━━━━━ Dataset entries

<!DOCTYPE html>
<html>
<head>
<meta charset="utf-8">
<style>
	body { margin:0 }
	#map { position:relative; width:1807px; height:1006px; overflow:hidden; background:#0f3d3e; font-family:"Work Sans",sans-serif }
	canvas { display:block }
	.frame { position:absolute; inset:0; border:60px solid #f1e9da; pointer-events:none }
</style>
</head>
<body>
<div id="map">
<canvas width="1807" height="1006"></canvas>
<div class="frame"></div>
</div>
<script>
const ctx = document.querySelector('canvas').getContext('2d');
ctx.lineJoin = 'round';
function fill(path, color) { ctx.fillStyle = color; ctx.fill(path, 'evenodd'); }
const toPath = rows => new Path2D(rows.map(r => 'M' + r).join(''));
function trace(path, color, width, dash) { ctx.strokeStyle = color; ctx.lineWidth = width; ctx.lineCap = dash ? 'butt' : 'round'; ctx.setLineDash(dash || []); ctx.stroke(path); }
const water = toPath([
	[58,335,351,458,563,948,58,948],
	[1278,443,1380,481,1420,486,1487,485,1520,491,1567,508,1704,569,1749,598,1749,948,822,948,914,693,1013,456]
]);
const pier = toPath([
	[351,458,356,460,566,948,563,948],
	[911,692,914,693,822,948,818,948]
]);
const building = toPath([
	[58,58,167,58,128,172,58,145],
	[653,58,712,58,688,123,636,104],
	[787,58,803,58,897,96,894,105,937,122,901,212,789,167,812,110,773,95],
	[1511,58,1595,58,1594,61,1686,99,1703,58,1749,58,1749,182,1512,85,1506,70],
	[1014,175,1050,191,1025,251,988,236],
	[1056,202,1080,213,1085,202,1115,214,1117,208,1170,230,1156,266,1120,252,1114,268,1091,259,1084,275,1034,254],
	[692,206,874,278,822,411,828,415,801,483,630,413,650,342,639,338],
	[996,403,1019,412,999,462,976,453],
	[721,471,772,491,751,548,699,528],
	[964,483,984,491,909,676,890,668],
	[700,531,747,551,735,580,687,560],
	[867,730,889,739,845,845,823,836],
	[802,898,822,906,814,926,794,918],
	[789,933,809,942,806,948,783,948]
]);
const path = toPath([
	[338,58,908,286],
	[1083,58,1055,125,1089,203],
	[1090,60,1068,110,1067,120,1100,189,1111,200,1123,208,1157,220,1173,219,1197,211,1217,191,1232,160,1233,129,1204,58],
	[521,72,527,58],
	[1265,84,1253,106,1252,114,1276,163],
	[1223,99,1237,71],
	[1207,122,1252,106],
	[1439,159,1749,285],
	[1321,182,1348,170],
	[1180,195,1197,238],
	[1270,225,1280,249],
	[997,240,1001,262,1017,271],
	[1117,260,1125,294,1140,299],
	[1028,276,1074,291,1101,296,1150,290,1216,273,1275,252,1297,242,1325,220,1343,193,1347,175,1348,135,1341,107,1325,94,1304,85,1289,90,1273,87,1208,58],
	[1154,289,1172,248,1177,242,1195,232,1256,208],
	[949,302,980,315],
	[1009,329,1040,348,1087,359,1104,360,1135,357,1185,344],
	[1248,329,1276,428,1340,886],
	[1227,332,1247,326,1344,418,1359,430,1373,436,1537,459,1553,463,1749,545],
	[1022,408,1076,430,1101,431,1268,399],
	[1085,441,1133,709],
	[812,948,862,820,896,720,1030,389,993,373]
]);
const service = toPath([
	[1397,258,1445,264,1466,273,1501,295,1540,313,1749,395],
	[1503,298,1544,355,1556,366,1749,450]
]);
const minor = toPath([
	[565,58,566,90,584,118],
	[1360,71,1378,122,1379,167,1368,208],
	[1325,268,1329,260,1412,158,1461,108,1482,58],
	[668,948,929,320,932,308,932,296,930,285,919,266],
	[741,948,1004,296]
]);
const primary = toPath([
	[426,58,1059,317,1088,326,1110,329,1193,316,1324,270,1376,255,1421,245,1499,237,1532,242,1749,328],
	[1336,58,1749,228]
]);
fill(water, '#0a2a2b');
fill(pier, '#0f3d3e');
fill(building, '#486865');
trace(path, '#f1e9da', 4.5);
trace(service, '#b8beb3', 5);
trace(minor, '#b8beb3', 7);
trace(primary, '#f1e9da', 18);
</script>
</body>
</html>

━━━━━━━━━━

• How to complete this task: Return, exactly as they stand, the lines from the start of the records above through the line with "const toPath = rows", both ends included, and no other lines.

• Output of the exercise:
<!DOCTYPE html>
<html>
<head>
<meta charset="utf-8">
<style>
	body { margin:0 }
	#map { position:relative; width:1807px; height:1006px; overflow:hidden; background:#0f3d3e; font-family:"Work Sans",sans-serif }
	canvas { display:block }
	.frame { position:absolute; inset:0; border:60px solid #f1e9da; pointer-events:none }
</style>
</head>
<body>
<div id="map">
<canvas width="1807" height="1006"></canvas>
<div class="frame"></div>
</div>
<script>
const ctx = document.querySelector('canvas').getContext('2d');
ctx.lineJoin = 'round';
function fill(path, color) { ctx.fillStyle = color; ctx.fill(path, 'evenodd'); }
const toPath = rows => new Path2D(rows.map(r => 'M' + r).join(''));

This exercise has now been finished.